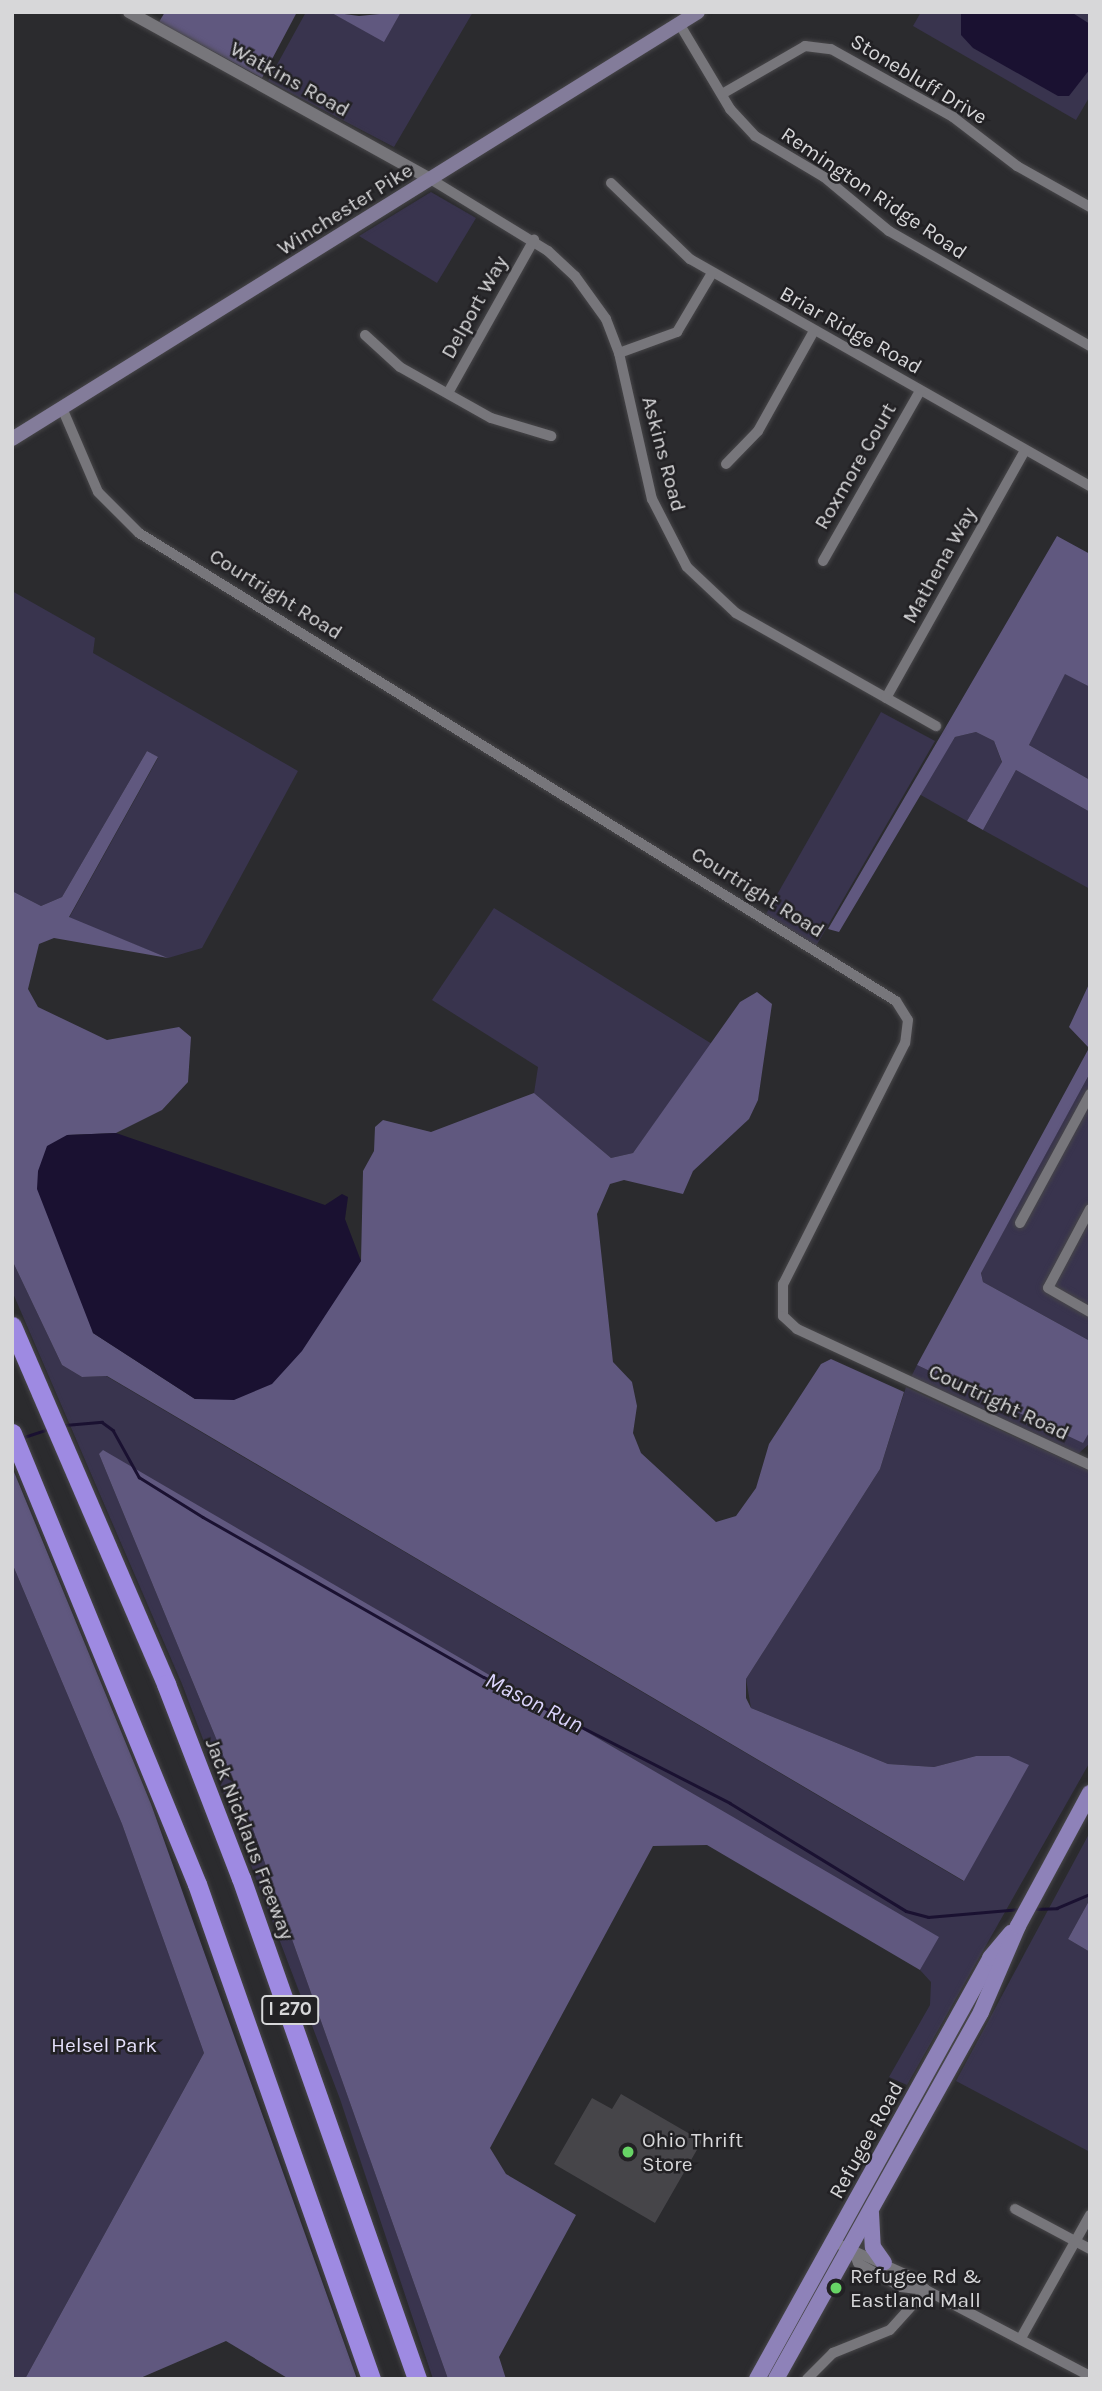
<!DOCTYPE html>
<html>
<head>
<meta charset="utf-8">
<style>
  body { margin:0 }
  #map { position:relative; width:1102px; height:2391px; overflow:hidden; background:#2b2b2e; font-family:Karla,sans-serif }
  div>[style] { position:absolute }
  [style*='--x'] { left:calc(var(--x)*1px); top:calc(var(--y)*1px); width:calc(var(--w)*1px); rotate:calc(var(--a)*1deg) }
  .green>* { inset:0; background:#39344e }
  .forest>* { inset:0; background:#60587f }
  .water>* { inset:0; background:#1a1131 }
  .stream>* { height:2.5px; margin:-1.25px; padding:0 1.25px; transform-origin:1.25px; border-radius:1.25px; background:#1a1131 }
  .building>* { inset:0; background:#464549 }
  .roads { filter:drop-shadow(0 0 2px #474649) drop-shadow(0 0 2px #474649) }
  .minor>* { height:10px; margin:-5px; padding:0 5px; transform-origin:5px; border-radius:5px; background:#77767b }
  .tertiary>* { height:12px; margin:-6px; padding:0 6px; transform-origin:6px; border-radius:6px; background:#77767b }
  .secondary>* { height:14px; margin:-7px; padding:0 7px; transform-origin:7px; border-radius:7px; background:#837c9a }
  .primary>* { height:16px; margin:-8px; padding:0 8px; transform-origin:8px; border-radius:8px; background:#8e82b9 }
  .motorway>* { height:19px; margin:-9.5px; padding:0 9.5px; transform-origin:9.5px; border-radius:9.5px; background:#9e8ae2 }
  .dots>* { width:19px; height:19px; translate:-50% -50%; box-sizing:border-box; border:4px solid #222124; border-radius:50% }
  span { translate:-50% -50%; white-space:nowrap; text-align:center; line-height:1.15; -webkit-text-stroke:5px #222124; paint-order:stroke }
  .shield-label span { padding:2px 5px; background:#222124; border:2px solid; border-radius:5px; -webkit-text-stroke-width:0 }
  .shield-label { font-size:19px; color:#d7d7d9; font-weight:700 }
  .street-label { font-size:21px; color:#d7d7d9 }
  .park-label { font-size:21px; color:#e5e0fb }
  .poi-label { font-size:21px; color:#d7d7d9 }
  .left { translate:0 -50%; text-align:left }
  .water-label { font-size:23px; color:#dbd4fc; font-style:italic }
  .frame { position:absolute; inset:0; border:14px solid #d7d7d9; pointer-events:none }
</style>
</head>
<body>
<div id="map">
  <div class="green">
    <i style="clip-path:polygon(306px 12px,330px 12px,384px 41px,401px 12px,473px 12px,394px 147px,268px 81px)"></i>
    <i style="clip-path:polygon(921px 12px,1090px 12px,1090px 96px,1076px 120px,913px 26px)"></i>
    <i style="clip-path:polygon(431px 192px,476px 218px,437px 283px,359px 236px)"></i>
    <i style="clip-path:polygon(12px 591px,95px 638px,93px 653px,298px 771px,202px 948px,168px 958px,69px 918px,158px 758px,147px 751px,62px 897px,41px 906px,12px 891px)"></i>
    <i style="clip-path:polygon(1065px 673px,1090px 687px,1090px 780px,1029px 745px)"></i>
    <i style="clip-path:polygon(881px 712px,935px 741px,816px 946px,766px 914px)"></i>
    <i style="clip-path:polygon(976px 732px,994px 741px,1002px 763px,967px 821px,919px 794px,955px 737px)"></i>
    <i style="clip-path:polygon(1016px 770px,1090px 812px,1090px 889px,983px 830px)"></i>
    <i style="clip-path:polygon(494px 908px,712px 1044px,633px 1153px,611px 1158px,534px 1093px,538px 1067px,432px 1000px)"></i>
    <i style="clip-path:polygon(1090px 1073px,1090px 1341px,983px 1282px,981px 1272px)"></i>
    <i style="clip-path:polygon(12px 1260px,62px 1365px,82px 1377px,106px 1376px,963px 1881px,1028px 1765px,976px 1756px,934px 1767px,888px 1764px,751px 1708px,746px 1679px,880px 1469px,906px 1387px,1090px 1471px,1090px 1762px,907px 2085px,889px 2077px,930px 2005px,931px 1982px,920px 1970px,938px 1937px,99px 1454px,250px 1821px,448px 2379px,433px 2379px,340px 2099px,182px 1684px,12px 1291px)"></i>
    <i style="clip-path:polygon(917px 1365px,1083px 1442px,1090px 1431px,1090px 1443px,1078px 1454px,911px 1377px)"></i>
    <i style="clip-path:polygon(12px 1563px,122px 1824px,204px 2053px,25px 2379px,12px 2379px)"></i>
    <i style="clip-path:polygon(1090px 1832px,1090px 1899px,1068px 1939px,1090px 1952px,1090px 2152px,956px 2081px)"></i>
  </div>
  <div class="forest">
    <i style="clip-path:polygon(165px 12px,297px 12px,262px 78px,159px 22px)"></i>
    <i style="clip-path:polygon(330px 12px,359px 16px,401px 12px,384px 42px)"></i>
    <i style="clip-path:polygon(1057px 536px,1090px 554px,1090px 687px,1065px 674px,1029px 745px,1090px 780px,1090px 812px,1016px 770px,983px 830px,967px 821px,1002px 762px,994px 741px,976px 732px,955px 737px,839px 932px,828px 929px)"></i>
    <i style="clip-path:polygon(147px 751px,158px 757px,69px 917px,168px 958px,54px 938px,39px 944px,28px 989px,38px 1007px,107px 1040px,179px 1027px,191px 1037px,188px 1082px,162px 1110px,116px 1133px,67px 1135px,93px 1333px,195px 1399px,361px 1261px,363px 1171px,374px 1151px,375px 1127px,383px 1120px,431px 1132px,534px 1093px,611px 1158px,633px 1153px,740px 1002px,757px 992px,772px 1004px,758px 1100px,749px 1119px,693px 1171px,683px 1194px,624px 1180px,610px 1184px,597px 1214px,613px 1362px,632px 1382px,637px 1406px,633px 1433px,641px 1453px,716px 1522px,736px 1516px,756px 1488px,769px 1444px,821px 1364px,831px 1359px,904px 1392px,880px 1469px,746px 1679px,746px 1698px,751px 1708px,888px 1764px,934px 1767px,976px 1756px,1009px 1756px,1029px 1765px,964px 1881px,107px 1376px,82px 1377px,62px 1365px,12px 1260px,12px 891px,41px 906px,62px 897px)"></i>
    <i style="clip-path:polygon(1090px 982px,1090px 1073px,981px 1273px,983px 1282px,1090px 1341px,1090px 1431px,1083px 1443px,917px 1365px,1089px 1048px,1069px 1027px)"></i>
    <i style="clip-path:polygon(103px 1450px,939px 1937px,920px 1970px,707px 1845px,653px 1846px,490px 2148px,506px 2174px,576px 2215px,499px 2357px,506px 2379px,448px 2379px,250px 1821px,99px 1454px)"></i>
    <i style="clip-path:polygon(12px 1467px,151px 1804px,357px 2379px,289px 2379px,226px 2341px,138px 2379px,25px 2379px,204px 2053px,122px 1824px,12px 1563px)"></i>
    <i style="clip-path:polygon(1090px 1899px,1090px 1952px,1068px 1939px)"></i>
  </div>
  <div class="water">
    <i style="clip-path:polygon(961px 12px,1071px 12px,1090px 24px,1090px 69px,1069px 96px,1058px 96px,973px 48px,961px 35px)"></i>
    <i style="clip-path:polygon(116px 1133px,325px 1205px,342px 1194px,348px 1197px,345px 1219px,361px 1261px,302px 1351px,272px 1384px,234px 1400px,195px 1399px,93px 1333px,37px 1189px,38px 1171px,47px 1146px,67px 1135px)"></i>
  </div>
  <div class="stream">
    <i style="--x:65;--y:1425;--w:37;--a:-5"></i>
    <i style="--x:102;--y:1422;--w:14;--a:36"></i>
    <i style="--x:113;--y:1430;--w:54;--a:61"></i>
    <i style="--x:139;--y:1477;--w:75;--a:32"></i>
    <i style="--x:203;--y:1517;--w:323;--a:29.7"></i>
    <i style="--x:484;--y:1677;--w:276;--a:27.1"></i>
    <i style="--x:730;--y:1803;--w:206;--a:31.5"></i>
    <i style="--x:906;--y:1911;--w:23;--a:15"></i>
    <i style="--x:928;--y:1917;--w:92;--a:-5"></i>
    <i style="--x:21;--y:1438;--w:28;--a:-18"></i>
    <i style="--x:1033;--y:1909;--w:24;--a:-2"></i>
    <i style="--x:1057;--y:1908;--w:36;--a:-23"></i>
  </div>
  <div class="building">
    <i style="clip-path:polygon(621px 2094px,702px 2141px,655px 2223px,554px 2164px,592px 2098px,612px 2109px)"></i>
  </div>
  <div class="roads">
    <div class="minor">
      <i style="--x:680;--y:25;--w:98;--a:59.2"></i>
      <i style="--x:730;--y:109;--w:37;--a:47"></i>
      <i style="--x:755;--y:136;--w:80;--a:30.7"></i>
      <i style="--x:824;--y:177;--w:85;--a:39.7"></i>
      <i style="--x:889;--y:231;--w:232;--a:29.8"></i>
      <i style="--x:722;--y:94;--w:96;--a:-30"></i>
      <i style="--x:805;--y:46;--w:26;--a:7"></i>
      <i style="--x:831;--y:49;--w:140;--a:29.1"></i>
      <i style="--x:953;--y:117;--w:81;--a:37.4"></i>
      <i style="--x:1017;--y:166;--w:84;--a:29.3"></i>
      <i style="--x:432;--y:180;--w:136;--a:31.5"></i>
      <i style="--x:548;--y:251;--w:37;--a:43"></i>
      <i style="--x:575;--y:276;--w:53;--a:54.2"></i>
      <i style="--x:606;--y:319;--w:36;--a:69"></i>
      <i style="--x:619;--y:353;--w:150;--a:77.3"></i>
      <i style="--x:652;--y:499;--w:76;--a:62.8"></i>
      <i style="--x:687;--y:567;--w:67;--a:43.2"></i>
      <i style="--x:736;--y:613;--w:230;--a:29.5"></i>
      <i style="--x:611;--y:183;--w:110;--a:43.9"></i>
      <i style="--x:690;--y:259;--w:460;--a:29.6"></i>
      <i style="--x:365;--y:335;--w:47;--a:42.4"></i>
      <i style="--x:400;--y:367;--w:104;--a:29.3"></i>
      <i style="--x:491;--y:418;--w:63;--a:16.7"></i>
      <i style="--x:619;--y:353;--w:62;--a:-19.9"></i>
      <i style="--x:677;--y:332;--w:69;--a:-59.3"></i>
      <i style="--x:448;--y:393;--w:176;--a:-60.7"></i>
      <i style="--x:62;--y:408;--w:91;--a:66.8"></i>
      <i style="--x:98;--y:492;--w:58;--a:45"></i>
      <i style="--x:139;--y:533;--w:890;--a:31.73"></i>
      <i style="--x:896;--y:1001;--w:22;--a:58"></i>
      <i style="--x:908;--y:1020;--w:23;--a:97"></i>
      <i style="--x:905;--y:1043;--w:270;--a:116.8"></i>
      <i style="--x:783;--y:1284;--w:32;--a:90"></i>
      <i style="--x:783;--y:1316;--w:19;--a:43"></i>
      <i style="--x:797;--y:1329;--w:323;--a:24.9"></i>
      <i style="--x:726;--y:464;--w:46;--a:-45.9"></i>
      <i style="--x:758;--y:431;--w:115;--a:-60.8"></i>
      <i style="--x:823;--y:561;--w:196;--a:-60.3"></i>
      <i style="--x:886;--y:698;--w:284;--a:-60.7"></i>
      <i style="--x:1090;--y:1209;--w:89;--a:118"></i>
      <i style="--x:1048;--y:1288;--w:48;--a:29.7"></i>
      <i style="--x:1020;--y:1223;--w:147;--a:-61.5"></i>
      <i style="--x:1015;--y:2209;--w:85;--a:28.1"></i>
      <i style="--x:834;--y:2242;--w:90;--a:24.3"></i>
      <i style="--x:916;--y:2279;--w:15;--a:48"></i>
      <i style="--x:926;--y:2290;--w:185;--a:27.7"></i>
      <i style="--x:854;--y:2253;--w:11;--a:68"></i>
      <i style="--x:858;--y:2263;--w:49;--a:29.2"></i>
      <i style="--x:901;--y:2287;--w:25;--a:7"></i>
      <i style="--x:1021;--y:2338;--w:141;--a:-60.7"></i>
      <i style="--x:807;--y:2379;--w:37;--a:-45"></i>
      <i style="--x:833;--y:2353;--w:61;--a:-22"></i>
      <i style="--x:890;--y:2330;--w:54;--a:-48"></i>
    </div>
    <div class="tertiary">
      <i style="--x:129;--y:12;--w:346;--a:29"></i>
    </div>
    <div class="secondary">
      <i style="--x:12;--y:439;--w:808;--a:-31.9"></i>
    </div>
    <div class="primary">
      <i style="--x:871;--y:2213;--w:34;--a:87"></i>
      <i style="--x:873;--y:2247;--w:19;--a:55"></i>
      <i style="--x:757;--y:2379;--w:481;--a:-61"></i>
      <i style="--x:990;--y:1958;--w:33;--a:-50"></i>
      <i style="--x:776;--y:2379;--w:420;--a:-60.8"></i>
      <i style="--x:981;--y:2012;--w:94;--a:-66.7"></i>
      <i style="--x:1018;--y:1926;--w:151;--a:-61.6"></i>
    </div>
    <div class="motorway">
      <i style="--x:12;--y:1326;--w:390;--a:66.7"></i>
      <i style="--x:166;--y:1684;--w:208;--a:68.9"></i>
      <i style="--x:241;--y:1878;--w:531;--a:70.64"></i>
      <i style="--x:12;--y:1433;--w:487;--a:67.7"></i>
      <i style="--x:197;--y:1884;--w:525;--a:70.63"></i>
    </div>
  </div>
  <div class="dots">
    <i style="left:628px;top:2152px;background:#67d466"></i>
    <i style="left:836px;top:2288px;background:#67d466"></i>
  </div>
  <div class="shield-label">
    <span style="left:290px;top:2010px">I 270</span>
  </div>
  <div class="street-label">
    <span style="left:290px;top:79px;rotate:29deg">Watkins Road</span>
    <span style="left:919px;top:79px;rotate:31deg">Stonebluff Drive</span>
    <span style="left:874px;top:193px;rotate:34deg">Remington Ridge Road</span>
    <span style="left:345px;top:209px;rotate:-32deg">Winchester Pike</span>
    <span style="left:474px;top:307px;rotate:-61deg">Delport Way</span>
    <span style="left:851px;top:330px;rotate:29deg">Briar Ridge Road</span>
    <span style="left:664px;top:454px;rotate:75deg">Askins Road</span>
    <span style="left:855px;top:466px;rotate:-60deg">Roxmore Court</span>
    <span style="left:939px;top:565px;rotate:-61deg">Mathena Way</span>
    <span style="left:276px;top:594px;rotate:32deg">Courtright Road</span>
    <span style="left:758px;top:892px;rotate:32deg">Courtright Road</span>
    <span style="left:999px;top:1402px;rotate:25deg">Courtright Road</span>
    <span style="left:250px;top:1839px;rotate:69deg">Jack Nicklaus Freeway</span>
    <span style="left:866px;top:2140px;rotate:-61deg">Refugee Road</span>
  </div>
  <div class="park-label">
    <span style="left:104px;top:2045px">Helsel Park</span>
  </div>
  <div class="poi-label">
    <span class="left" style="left:642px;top:2152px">Ohio Thrift<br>Store</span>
    <span class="left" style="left:850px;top:2288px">Refugee Rd &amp;<br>Eastland Mall</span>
  </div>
  <div class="water-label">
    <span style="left:534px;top:1703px;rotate:27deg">Mason Run</span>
  </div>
  <div class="frame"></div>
</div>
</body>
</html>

───

TASK REQUIREMENTS:
Count the lines in the listing above that include the word "stream". Reply with the number only.

TASK RESULT:
2